Absence of private and foreign banks and general slowdown behind poor show.

The flow of resources to the commercial sector fell by 27.8 per cent to Rs 337,991 crore during the first half of the current financial year, primarily due to lower non-food credit flow.

According to the latest data released by the Reserve Bank of India (RBI), the main reason was a 50.75 per cent decline in non-food credit growth to Rs 1,18,257 crore during the first half of the year, as against Rs 2,40,092 crore during April-September 2008.

The data showed that absence of private and foreign banks from the market was one of the main reasons.

Though overall credit growth went up by 10.8 per cent during the year up to October 9, it was a public sector bank-led show. While the growth rate for public sector banks more than halved from 32.7 per cent during the year up to October 10 last year to 15.7 per cent in the year up to October 9 this year, they were still better off than private banks (2.5 per cent this year versus 19.7 per cent in the year up to October 10, 2008) and foreign banks, which witnessed a 15.9 per cent contraction (against 32.9 per cent increase a year ago).

The growth in lending to industry fell (see table), but bankers said this was more due to lack of demand from companies.

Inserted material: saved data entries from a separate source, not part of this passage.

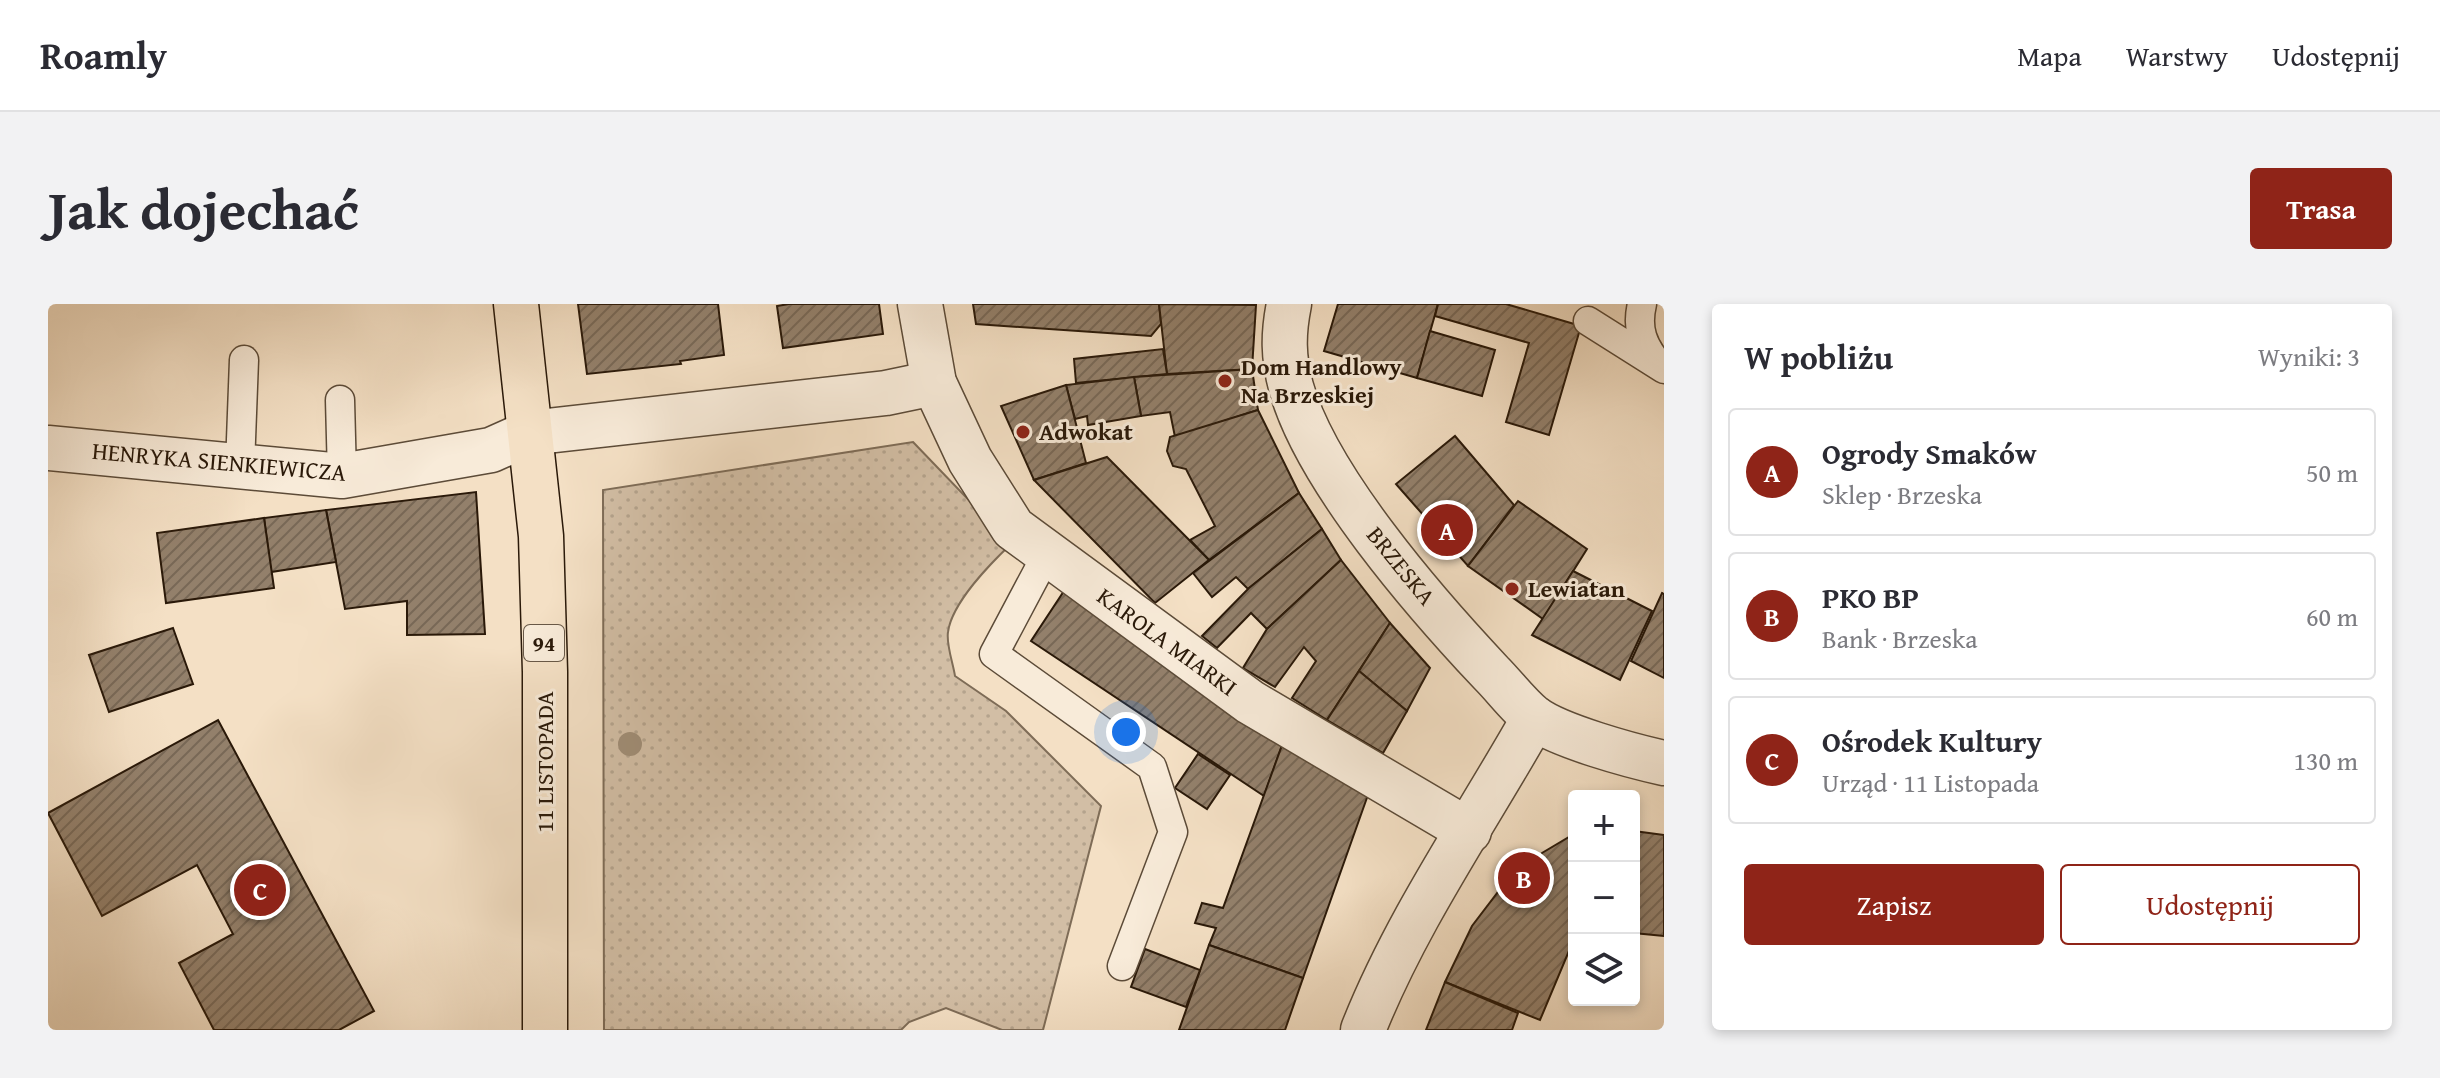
<!DOCTYPE html>
<html lang="pl">
<meta charset="utf-8">
<style>
body{margin:0;font-family:"Gentium Book Plus",serif;background:#f2f2f3;color:#2b2b33}
.controls{position:absolute;right:24px;bottom:24px;display:grid;overflow:hidden;border-radius:8px;box-shadow:0 4px 12px #0003}
.controls button{width:72px;height:72px;display:grid;place-items:center;padding:0;border:0;border-bottom:2px solid #e1e1e2;background:#fff;color:#2b2b33;font:40px sans-serif}
.you{position:absolute;left:1078px;top:428px;width:28px;height:28px;margin:-20px;border:6px solid #fff;border-radius:50%;background:#1a73e8;box-shadow:0 0 0 12px #1a73e833}
.badge{display:grid;place-items:center;width:52px;height:52px;border-radius:50%;background:#8f2418;color:#fff;font-size:26px;font-weight:700}
.pin{position:absolute;translate:-50% -50%;border:4px solid #fff;box-shadow:0 2px 8px #0006}
.list{margin:0;padding:0;list-style:none}
h2{display:flex;justify-content:space-between;align-items:center;height:104px;margin:0;padding:0 32px;font-size:34px}
h2 small{font-size:26px;font-weight:400;color:#7c7c81}
.list li{display:grid;grid-template-columns:52px 1fr auto;gap:24px;align-items:center;box-sizing:border-box;height:128px;margin:0 16px 16px;padding:0 16px;border:2px solid #e1e1e2;border-radius:8px}
.list b{display:block;font-size:30px;white-space:nowrap}
.list p{margin:0;font-size:26px;white-space:nowrap;color:#7c7c81}
.list em{font-size:26px;font-style:normal;color:#7c7c81}
.actions{display:flex;gap:16px;padding:24px 32px}
.actions a{flex:1;padding:18px 0;border:2px solid #8f2418;border-radius:8px;text-align:center;font-size:28px;color:#8f2418}
.actions .main{background:#8f2418;color:#fff}
.icon{flex:none;width:44px;height:44px;fill:none;stroke:currentColor;stroke-width:2;stroke-linecap:round;stroke-linejoin:round}
.map{position:relative;flex:none;width:1616px;height:726px;overflow:hidden;border-radius:8px}
header{display:flex;align-items:center;gap:48px;box-sizing:border-box;height:112px;padding:0 40px;background:#fff;border-bottom:2px solid #e1e1e2}
header strong{font-size:38px}
nav{display:flex;gap:44px;margin-inline-start:auto;font-size:28px}
.intro{display:flex;align-items:center;justify-content:space-between;box-sizing:border-box;height:192px;padding:0 48px}
h1{margin:0;font-size:56px}
.button{padding:20px 36px;border-radius:8px;background:#8f2418;color:#fff;font-size:28px;font-weight:700}
main{display:flex;gap:48px;padding:0 48px}
aside{flex:1;background:#fff;border-radius:8px;box-shadow:0 4px 12px #0003}
.map>svg:first-child{display:block}
.park{fill:url(#park-dots);stroke:#7e6c57;stroke-width:2}
.building{fill:url(#building-hatch);stroke:#2a1909;stroke-width:2}
.lines{fill:none;stroke-linecap:round;stroke-linejoin:round}
.service-casing{stroke:#5c4b38;stroke-width:31}
.minor-casing{stroke:#5c4b38;stroke-width:47}
.primary-casing{stroke:#2a1909;stroke-width:47}
.service{stroke:#f8ebd9;stroke-width:28}
.minor{stroke:#f8ebd9;stroke-width:44}
.primary{stroke:#f4e0c5;stroke-width:44}
.tree{fill:#a08e77}
.poi-dot{fill:#8f2418;stroke:#f8ebd9;stroke-width:3}
.labels{text-anchor:middle;stroke-width:6;stroke-linejoin:round;paint-order:stroke}
.shield{fill:#f8ebd9;stroke:#685847;stroke-width:2}
.shield-label{font-size:22px;font-weight:bold;fill:#2a1909}
.poi-label{font-size:24px;font-weight:bold;fill:#2a1909;stroke:#f8ebd9;text-anchor:start}
.street-label{font-size:24px;fill:#2a1909;stroke:#f8ebd9}
</style>
<header>
<strong>Roamly</strong>
<nav><a>Mapa</a><a>Warstwy</a><a>Udostępnij</a></nav>
</header>
<div class="intro"><h1>Jak dojechać</h1><a class="button">Trasa</a></div>
<main>
<div class="map">
<svg width="1616" height="726" viewBox="0 0 1616 726">
<defs>
<pattern id="park-dots" width="8" height="8" patternUnits="userSpaceOnUse" patternTransform="scale(2)"><rect width="8" height="8" fill="#d2bea5"/><path d="M2 2h.1M6 6h.1" fill="none" stroke="#b4a38d" stroke-width="1.8" stroke-linecap="round"/></pattern>
<pattern id="building-hatch" width="6" height="6" patternUnits="userSpaceOnUse" patternTransform="scale(2)"><rect width="6" height="6" fill="#93806b"/><path d="M-1 1l2-2M0 6l6-6M5 7l2-2" fill="none" stroke="#786856"/></pattern>
</defs>
<rect width="100%" height="100%" fill="#f4e0c5"/>
<filter id="stains"><feTurbulence type="fractalNoise" baseFrequency=".0025" numOctaves="4"/><feColorMatrix values="0 0 0 0 .2 0 0 0 0 .09 0 0 0 0 .02 0 0 0 .5 -.17"/></filter>
<radialGradient id="worn" r=".72"><stop offset=".6" stop-color="#630" stop-opacity="0"/><stop offset="1" stop-color="#630" stop-opacity=".3"/></radialGradient>
<path class="park" d="M865,138l98,102c-20,19 -59,59 -63,88 -2,12 5,31 7,44l51,35 95,95 -58,224h-41l-56,-22 -37,14 -8,8h-297l-1,-540z"/>
<g class="building">
<path d="M530,0h140l6,51 -44,6 1,3 -94,10z"/>
<path d="M741,0h90l4,30 -100,14 -6,-42z"/>
<path d="M925,0h186l2,20 -10,12 -175,-12z"/>
<path d="M1111,0l97,1 -4,64 -85,5z"/>
<path d="M1290,0h100l-21,74 -93,-27z"/>
<path d="M1390,0h68l75,22 -32,109 -43,-13 23,-79 -94,-27z"/>
<path d="M1382,27l65,19 -13,46 -65,-18z"/>
<path d="M1115,45l4,25 -91,9 -2,-24z"/>
<path d="M1204,65l6,41 -83,27 -5,-25 -29,4 -7,-39z"/>
<path d="M1086,73l7,39 -53,9 -1,-9 -12,3 -9,-34z"/>
<path d="M1018,81l20,78 -52,17 -33,-74z"/>
<path d="M1210,106l41,83 -90,67 -19,-20 25,-14 -29,-57 -13,-3 -6,-15 3,-14z"/>
<path d="M1407,132l59,69 -46,61 -72,-82z"/>
<path d="M1059,153l102,103 -54,43 -121,-123z"/>
<path d="M428,188l9,142 -78,1v-34l-62,8 -19,-99z"/>
<path d="M1251,189l23,36 -74,60 -12,-12 -24,20 -19,-24z"/>
<path d="M1470,197l69,48 -44,70 -75,-53z"/>
<path d="M278,206l10,52 -65,10 -7,-54z"/>
<path d="M216,214l10,70 -108,15 -9,-70z"/>
<path d="M1274,225l19,31 -74,69 -16,-16 -34,35 -15,-12 47,-48z"/>
<path d="M1293,256l49,63 -63,97 -35,-22 24,-37 -12,-14 -29,40 -32,-19 24,-39z"/>
<path d="M1525,267l79,40 -32,69 -88,-45z"/>
<path d="M1018,284l219,149 -21,59 -233,-155z"/>
<path d="M1614,289l2,1v84l-33,-17z"/>
<path d="M1342,319l40,45 -23,43 -48,-40z"/>
<path d="M125,324l20,56 -84,28 -20,-57z"/>
<path d="M1311,367l48,40 -24,42 -56,-33z"/>
<path d="M170,416l156,291 -35,19h-125l-35,-67 54,-29 -36,-69 -95,51 -54,-103z"/>
<path d="M1237,433l84,55 -66,186 -94,-33 7,-17 -21,-5 7,-20 21,5z"/>
<path d="M1150,450l32,21 -23,34 -32,-21z"/>
<path d="M1586,527l30,4v101l-30,-3z"/>
<path d="M1526,530v105l-34,81 -95,-38 27,-56 29,-38 41,-35z"/>
<path d="M1161,641l94,33 -18,52h-106z"/>
<path d="M1097,645l55,21 -14,37 -55,-20z"/>
<path d="M1397,678l73,31 -6,17h-86z"/>
</g>
<g class="lines">
<g class="service-casing">
<g id="service">
<path d="M1594,0c-6,25 1,42 17,61"/>
<path d="M1540,17l76,48"/>
<path d="M292,96l2,76"/>
<path d="M192,162l4,-106"/>
<path d="M999,250l-53,100 158,113 21,65 -51,134"/>
</g>
</g>
<g class="minor-casing">
<g id="minor">
<path d="M872,0l14,79 36,77 43,68 237,174 219,129"/>
<path d="M1241,0c-6,30 -6,53 2,83 25,91 135,217 200,286 14,14 27,32 42,44 25,19 99,39 131,46"/>
<path d="M0,144l294,28 149,-26 38,-17 357,-40 48,-10"/>
<path d="M1315,726c44,-111 113,-209 171,-312"/>
</g>
</g>
<g class="primary-casing">
<path id="primary" d="M468,0l25,232 4,136v358"/>
</g>
<use href="#service" class="service"/>
<use href="#minor" class="minor"/>
<use href="#primary" class="primary"/>
</g>
<circle class="tree" cx="582" cy="440" r="12"/>
<g class="poi-dot">
<circle cx="1177" cy="77" r="8"/>
<circle cx="975" cy="128" r="8"/>
<circle cx="1464" cy="285" r="8"/>
</g>
<g class="labels">
<rect class="shield" x="476" y="321" width="40" height="36" rx="6"/>
<g class="shield-label">
<text x="496" y="347">94</text>
</g>
<g class="poi-label">
<text x="1193" y="71">Dom Handlowy<tspan x="1193" dy="28">Na Brzeskiej</tspan></text>
<text x="991" y="136">Adwokat</text>
<text x="1480" y="293">Lewiatan</text>
</g>
<g class="street-label">
<text transform="translate(171 158) rotate(5)" y="8">HENRYKA SIENKIEWICZA</text>
<text transform="translate(1353 262) rotate(51)" y="8">BRZESKA</text>
<text transform="translate(1119 338) rotate(36)" y="8">KAROLA MIARKI</text>
<text transform="translate(497 458) rotate(-90)" y="8">11 LISTOPADA</text>
</g>
</g>
<rect width="100%" height="100%" filter="url(#stains)"/>
<rect width="100%" height="100%" fill="url(#worn)"/>
</svg>
<div class="controls">
<button>+</button>
<button>−</button>
<button><svg class="icon" aria-label="layers" viewBox="0 0 24 24"><path d="M12 4l9 5-9 5-9-5zM3 14l9 5 9-5"/></svg></button>
</div>
<div class="you"></div>
<div class="pin badge" style="left:1399px;top:226px">A</div>
<div class="pin badge" style="left:1476px;top:574px">B</div>
<div class="pin badge" style="left:212px;top:586px">C</div>
</div>
<aside>
<h2>W pobliżu<small>Wyniki: 3</small></h2>
<ul class="list">
<li><span class="badge">A</span><div><b>Ogrody Smaków</b><p>Sklep · Brzeska</p></div><em>50 m</em></li>
<li><span class="badge">B</span><div><b>PKO BP</b><p>Bank · Brzeska</p></div><em>60 m</em></li>
<li><span class="badge">C</span><div><b>Ośrodek Kultury</b><p>Urząd · 11 Listopada</p></div><em>130 m</em></li>
</ul>
<div class="actions"><a class="main">Zapisz</a><a>Udostępnij</a></div>
</aside>
</main>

With RBI and the government pushing for the infrastructure sector, the loan flow to this segment grew 44.7 per cent during the year up to August 2009. But lending to construction, gems and jewellery, engineering, chemicals and chemical products, and iron and steel dropped due to poor demand and the economic slowdown.

A drop in crude petroleum prices also meant that the year-on-year growth in lending to petroleum, coal and nuclear fuels sectors fell to 3.5 per cent, as against an increase of 90.7 per cent in the year up to August 2008.

The growth in retail loans dropped to 2.3 per cent for the year up to August 28, as against 14.5 per cent a year ago, due to banks’ reluctance to lend in the face of higher delinquency levels.

While it was no secret that RBI was worried over the decelerating trend in credit growth, it said the contraction seen in consumer durable finance and credit card outstandings pointed to a sharp decline in private consumption demand.

What could be a cause for concern for RBI would be the growth in loans to commercial real estate, which rose at 41.5 per cent, 160 basis points lower than the year-ago rate.

But in case of the agriculture sector, the year-on-year growth up to August 28 was estimated at 25.6 per cent, as against 18.6 per cent a year ago, while for SMEs, the growth accelerated to 27.4 per cent this year, as against 21.1 per cent a year ago.

“Over the last one year, banks have shifted their focus to agriculture because of low demand by companies,” said a senior bank executive at a public sector bank.

“Except for a brief period, banks have been lending to micro and small enterprises. Demand by this segment for opening new units and working capital was always available,” said Parthasarathi Mukherji, Axis Bank President (Corporate Banking).